What the task requires
Repeat exactly, and only, the lines from the one containing "trace(minor, '#fff', 18);" through the end of the records.

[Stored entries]
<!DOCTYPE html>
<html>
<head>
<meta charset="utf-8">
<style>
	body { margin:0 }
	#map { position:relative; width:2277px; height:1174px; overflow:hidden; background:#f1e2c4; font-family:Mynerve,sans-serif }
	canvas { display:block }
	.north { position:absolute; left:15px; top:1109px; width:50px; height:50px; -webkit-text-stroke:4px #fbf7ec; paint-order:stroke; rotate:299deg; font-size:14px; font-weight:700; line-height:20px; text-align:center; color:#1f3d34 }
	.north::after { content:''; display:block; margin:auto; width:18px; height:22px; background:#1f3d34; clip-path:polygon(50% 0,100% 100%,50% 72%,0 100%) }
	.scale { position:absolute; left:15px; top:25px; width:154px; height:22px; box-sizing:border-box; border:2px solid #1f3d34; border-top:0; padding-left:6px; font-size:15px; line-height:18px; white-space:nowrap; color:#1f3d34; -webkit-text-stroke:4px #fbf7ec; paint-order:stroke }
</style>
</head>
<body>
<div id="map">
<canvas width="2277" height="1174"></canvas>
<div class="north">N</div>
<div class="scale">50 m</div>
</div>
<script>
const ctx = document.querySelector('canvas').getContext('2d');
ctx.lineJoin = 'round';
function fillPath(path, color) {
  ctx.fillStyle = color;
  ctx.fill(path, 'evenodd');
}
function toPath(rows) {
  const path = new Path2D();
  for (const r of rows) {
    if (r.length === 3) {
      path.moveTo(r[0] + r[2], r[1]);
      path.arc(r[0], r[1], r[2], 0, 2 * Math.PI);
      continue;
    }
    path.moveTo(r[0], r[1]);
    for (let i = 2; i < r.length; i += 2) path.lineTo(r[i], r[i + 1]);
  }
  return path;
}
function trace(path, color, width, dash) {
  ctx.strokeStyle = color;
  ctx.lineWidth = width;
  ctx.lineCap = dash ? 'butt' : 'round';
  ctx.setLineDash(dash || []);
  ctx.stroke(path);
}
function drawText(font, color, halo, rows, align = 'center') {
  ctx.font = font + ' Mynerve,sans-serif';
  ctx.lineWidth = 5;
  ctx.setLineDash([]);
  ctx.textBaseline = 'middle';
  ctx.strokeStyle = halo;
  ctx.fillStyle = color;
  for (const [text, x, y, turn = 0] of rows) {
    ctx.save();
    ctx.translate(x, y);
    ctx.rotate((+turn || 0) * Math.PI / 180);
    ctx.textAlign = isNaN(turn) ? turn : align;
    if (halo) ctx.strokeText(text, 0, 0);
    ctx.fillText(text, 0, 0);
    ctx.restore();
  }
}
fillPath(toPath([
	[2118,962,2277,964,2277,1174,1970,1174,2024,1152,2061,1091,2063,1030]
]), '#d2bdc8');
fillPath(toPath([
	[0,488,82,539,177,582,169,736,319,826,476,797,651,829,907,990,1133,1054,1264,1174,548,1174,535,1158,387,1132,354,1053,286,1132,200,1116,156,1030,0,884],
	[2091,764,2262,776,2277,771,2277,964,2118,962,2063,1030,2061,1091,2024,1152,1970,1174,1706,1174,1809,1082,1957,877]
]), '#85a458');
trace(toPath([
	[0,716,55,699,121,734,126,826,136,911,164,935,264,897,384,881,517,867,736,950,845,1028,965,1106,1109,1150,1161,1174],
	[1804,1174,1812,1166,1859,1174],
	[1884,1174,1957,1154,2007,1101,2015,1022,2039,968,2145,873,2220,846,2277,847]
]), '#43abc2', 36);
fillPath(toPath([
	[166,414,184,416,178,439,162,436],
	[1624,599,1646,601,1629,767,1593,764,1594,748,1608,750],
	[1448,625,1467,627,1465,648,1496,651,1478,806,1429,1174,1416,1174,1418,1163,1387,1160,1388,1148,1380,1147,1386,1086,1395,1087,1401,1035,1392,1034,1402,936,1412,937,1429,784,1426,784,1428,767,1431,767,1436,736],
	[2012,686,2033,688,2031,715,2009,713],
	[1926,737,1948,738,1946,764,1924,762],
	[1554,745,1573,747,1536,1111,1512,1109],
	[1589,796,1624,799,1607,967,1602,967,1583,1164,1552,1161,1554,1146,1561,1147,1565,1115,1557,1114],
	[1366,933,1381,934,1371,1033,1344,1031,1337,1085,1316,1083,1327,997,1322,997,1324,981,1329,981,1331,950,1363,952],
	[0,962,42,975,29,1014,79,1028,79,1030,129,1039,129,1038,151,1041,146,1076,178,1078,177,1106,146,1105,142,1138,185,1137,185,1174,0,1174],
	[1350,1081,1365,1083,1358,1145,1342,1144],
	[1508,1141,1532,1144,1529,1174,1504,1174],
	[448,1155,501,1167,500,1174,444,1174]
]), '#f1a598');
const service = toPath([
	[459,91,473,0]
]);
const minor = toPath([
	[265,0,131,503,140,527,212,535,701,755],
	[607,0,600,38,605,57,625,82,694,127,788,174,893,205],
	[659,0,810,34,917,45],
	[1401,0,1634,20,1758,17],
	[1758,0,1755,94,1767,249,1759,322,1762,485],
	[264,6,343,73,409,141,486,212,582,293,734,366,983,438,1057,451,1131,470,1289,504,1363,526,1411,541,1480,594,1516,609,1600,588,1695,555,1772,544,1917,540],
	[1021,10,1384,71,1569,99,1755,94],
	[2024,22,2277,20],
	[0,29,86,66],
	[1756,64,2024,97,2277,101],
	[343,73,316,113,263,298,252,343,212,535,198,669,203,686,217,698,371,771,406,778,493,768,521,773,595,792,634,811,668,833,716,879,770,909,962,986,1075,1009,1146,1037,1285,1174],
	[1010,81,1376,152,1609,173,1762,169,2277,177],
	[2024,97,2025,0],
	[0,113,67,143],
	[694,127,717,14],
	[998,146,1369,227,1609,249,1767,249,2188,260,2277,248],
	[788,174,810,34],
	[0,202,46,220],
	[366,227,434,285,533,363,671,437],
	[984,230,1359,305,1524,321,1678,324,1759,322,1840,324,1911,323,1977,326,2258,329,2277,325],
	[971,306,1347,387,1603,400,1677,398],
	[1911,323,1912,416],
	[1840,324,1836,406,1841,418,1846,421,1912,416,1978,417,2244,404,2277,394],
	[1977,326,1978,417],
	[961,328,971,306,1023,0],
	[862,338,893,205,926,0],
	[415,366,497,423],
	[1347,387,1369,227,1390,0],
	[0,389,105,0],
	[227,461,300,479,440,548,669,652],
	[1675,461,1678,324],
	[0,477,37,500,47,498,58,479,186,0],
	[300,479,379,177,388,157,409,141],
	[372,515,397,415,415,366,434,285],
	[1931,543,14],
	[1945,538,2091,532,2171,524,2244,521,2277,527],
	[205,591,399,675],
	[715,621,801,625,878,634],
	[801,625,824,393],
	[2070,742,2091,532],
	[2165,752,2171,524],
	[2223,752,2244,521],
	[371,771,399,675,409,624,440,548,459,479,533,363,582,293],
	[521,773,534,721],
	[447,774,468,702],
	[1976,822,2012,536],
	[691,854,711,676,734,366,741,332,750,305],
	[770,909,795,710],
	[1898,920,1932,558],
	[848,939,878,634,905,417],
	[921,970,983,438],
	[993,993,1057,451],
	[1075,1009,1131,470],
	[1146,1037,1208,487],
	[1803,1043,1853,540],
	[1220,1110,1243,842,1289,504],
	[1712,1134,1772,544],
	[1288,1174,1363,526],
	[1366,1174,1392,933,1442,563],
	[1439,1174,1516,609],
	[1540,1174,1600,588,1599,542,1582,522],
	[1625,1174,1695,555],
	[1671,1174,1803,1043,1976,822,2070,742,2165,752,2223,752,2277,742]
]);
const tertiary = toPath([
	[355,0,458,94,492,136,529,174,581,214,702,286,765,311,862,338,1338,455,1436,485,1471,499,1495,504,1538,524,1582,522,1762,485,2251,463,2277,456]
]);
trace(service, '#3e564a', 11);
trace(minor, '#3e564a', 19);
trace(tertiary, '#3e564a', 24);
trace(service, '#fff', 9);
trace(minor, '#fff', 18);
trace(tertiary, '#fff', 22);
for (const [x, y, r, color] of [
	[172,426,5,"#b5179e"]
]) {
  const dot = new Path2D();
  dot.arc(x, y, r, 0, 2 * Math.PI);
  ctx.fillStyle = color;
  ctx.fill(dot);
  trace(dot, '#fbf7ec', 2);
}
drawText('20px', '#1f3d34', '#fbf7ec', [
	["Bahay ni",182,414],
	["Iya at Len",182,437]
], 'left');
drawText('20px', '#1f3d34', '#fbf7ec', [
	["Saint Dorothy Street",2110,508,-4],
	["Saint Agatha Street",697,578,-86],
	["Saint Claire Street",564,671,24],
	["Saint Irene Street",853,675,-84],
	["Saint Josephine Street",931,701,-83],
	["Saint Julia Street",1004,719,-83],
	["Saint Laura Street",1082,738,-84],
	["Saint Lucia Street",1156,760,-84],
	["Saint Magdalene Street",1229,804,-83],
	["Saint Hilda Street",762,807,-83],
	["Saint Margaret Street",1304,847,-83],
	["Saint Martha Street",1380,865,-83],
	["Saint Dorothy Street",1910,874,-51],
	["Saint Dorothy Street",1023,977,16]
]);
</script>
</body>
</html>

Answer for the task
trace(minor, '#fff', 18);
trace(tertiary, '#fff', 22);
for (const [x, y, r, color] of [
	[172,426,5,"#b5179e"]
]) {
  const dot = new Path2D();
  dot.arc(x, y, r, 0, 2 * Math.PI);
  ctx.fillStyle = color;
  ctx.fill(dot);
  trace(dot, '#fbf7ec', 2);
}
drawText('20px', '#1f3d34', '#fbf7ec', [
	["Bahay ni",182,414],
	["Iya at Len",182,437]
], 'left');
drawText('20px', '#1f3d34', '#fbf7ec', [
	["Saint Dorothy Street",2110,508,-4],
	["Saint Agatha Street",697,578,-86],
	["Saint Claire Street",564,671,24],
	["Saint Irene Street",853,675,-84],
	["Saint Josephine Street",931,701,-83],
	["Saint Julia Street",1004,719,-83],
	["Saint Laura Street",1082,738,-84],
	["Saint Lucia Street",1156,760,-84],
	["Saint Magdalene Street",1229,804,-83],
	["Saint Hilda Street",762,807,-83],
	["Saint Margaret Street",1304,847,-83],
	["Saint Martha Street",1380,865,-83],
	["Saint Dorothy Street",1910,874,-51],
	["Saint Dorothy Street",1023,977,16]
]);
</script>
</body>
</html>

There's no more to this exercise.